Collected data entries

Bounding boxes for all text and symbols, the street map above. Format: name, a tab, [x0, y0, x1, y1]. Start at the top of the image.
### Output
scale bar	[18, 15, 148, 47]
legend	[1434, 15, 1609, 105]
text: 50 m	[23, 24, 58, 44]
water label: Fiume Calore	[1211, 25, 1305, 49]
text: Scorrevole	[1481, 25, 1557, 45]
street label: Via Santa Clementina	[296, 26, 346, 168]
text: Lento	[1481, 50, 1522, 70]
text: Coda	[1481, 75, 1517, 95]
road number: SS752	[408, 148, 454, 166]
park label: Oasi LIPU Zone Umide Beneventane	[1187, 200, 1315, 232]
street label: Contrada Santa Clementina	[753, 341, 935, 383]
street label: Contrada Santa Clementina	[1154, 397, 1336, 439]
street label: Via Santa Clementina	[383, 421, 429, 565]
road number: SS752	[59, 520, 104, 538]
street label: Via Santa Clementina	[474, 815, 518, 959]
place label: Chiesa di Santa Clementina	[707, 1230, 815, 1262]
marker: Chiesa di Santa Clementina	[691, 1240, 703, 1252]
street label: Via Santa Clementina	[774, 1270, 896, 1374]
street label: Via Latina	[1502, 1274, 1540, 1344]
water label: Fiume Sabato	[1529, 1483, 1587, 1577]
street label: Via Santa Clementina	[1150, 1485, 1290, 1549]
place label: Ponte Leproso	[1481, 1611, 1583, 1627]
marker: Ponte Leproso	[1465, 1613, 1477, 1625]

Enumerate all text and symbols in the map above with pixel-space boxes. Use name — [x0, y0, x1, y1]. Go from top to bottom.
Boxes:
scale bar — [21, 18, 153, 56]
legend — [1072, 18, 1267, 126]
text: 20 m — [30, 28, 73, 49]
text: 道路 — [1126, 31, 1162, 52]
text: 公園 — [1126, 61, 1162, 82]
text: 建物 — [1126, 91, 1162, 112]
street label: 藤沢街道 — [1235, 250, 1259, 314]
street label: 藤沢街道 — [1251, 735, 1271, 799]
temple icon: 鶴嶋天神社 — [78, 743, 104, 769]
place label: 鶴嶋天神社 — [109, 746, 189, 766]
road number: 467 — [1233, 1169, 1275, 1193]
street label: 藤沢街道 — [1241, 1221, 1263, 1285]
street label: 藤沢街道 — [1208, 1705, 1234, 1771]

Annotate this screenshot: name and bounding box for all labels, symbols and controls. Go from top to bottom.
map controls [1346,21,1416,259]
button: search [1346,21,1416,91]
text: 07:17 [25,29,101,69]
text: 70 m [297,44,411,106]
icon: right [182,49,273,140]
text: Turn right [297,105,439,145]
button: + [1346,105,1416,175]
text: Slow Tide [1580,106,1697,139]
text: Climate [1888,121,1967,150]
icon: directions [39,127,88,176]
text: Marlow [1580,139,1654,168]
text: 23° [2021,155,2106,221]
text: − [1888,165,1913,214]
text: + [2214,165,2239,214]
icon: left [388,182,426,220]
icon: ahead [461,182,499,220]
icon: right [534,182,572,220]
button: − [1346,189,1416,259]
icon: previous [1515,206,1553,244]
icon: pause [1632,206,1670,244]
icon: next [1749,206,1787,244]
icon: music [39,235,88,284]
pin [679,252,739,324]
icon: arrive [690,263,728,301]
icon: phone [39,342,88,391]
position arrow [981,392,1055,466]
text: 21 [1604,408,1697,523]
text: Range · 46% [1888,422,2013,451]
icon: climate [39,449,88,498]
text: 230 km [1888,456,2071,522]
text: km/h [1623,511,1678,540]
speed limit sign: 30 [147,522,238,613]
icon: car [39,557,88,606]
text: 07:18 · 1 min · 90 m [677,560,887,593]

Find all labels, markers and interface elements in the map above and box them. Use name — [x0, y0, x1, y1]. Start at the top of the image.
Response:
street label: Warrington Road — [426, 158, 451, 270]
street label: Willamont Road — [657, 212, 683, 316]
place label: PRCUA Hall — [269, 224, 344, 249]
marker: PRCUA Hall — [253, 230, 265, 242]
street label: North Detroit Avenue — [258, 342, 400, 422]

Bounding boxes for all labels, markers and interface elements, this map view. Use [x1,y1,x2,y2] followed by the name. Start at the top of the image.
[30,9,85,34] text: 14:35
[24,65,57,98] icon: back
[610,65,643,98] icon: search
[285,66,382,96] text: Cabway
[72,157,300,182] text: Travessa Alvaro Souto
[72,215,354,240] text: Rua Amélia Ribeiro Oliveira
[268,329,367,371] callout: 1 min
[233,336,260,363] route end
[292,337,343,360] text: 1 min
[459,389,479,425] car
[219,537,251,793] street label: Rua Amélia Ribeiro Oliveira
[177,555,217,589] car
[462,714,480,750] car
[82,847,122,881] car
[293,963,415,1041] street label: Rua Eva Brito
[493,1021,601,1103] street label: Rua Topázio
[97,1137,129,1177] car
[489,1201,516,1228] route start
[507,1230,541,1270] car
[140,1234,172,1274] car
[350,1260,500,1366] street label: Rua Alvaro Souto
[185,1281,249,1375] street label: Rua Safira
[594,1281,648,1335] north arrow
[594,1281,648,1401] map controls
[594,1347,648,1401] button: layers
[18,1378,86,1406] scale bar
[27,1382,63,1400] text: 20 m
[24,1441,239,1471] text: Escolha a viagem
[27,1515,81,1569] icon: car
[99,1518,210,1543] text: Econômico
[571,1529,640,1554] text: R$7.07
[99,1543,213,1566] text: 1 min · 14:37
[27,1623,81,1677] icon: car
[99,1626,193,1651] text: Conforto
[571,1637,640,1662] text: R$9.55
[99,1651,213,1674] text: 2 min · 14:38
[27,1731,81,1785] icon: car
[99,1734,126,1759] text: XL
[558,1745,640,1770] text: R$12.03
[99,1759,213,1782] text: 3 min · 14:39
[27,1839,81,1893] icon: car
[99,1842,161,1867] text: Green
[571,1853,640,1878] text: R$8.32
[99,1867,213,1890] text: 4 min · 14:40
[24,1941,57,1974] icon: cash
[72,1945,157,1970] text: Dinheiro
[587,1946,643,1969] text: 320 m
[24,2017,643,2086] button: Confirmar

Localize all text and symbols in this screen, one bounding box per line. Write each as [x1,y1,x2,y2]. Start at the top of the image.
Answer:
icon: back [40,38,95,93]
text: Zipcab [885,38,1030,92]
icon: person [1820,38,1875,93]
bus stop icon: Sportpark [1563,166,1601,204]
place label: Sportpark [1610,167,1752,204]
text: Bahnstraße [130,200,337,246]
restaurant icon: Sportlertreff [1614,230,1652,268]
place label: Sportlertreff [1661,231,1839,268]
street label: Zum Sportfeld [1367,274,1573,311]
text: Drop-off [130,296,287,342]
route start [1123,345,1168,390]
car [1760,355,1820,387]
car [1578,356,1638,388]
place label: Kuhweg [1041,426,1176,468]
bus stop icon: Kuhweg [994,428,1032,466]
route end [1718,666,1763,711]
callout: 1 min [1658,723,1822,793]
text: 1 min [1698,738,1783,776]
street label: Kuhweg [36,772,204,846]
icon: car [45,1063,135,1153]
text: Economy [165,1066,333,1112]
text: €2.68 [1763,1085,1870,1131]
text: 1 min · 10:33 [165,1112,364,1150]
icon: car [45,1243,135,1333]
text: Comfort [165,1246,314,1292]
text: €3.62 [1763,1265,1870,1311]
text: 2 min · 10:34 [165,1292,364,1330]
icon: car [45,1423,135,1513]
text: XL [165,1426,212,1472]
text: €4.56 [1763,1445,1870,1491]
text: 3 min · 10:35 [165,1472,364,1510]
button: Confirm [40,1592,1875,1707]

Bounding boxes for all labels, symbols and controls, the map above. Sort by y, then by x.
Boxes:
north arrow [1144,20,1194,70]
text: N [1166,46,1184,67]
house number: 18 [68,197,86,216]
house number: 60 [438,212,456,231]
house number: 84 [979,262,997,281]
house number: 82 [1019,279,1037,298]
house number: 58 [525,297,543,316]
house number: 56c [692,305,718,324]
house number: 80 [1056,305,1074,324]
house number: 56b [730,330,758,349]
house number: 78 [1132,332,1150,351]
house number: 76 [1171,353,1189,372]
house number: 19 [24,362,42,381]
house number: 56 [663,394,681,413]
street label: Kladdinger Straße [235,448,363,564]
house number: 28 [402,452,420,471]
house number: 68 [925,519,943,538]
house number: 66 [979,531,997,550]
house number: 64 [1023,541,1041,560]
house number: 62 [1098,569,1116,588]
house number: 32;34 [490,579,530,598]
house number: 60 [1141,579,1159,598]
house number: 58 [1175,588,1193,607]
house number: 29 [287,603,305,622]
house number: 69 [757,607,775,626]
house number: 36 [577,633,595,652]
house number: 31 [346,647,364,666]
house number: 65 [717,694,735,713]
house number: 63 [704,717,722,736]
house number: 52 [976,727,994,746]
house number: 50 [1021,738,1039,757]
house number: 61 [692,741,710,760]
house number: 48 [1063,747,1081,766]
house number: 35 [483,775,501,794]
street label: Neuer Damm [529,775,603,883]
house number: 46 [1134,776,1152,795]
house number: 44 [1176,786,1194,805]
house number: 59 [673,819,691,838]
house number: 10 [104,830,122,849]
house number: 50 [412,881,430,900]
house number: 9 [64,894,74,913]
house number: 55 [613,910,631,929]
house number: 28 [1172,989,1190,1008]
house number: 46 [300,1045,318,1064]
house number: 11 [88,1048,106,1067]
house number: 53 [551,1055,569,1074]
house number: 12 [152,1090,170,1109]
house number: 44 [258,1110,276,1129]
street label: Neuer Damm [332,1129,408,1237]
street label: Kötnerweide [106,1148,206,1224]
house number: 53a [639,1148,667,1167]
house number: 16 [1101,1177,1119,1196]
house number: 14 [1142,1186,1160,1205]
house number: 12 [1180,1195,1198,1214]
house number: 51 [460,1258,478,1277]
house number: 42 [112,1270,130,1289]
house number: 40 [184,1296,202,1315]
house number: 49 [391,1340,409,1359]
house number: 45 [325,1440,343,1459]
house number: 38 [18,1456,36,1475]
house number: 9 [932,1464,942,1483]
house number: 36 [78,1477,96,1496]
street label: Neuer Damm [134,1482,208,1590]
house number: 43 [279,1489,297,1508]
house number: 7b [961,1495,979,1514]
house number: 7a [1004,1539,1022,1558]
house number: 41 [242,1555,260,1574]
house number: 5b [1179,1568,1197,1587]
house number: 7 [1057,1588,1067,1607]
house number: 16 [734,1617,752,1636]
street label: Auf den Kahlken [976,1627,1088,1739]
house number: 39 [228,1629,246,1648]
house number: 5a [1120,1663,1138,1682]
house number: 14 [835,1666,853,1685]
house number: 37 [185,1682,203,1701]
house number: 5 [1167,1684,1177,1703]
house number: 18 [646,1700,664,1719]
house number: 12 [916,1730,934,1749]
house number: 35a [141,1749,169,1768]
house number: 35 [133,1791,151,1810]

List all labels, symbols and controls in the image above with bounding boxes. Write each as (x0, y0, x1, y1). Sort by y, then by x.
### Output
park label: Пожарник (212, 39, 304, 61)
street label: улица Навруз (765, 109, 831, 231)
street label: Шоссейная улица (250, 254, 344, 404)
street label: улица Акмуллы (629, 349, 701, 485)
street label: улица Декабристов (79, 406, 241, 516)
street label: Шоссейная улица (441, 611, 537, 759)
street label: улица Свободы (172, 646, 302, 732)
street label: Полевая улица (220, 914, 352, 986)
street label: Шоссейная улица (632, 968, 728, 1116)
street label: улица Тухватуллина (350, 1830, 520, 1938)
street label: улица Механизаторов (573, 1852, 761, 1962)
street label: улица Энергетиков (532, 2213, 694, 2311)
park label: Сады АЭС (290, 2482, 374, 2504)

_Action item_
Gather up the lines containing the word "Chiesa" from these records and copy them.

_Answer for the task_
place label: Chiesa di Santa Clementina	[707, 1230, 815, 1262]
marker: Chiesa di Santa Clementina	[691, 1240, 703, 1252]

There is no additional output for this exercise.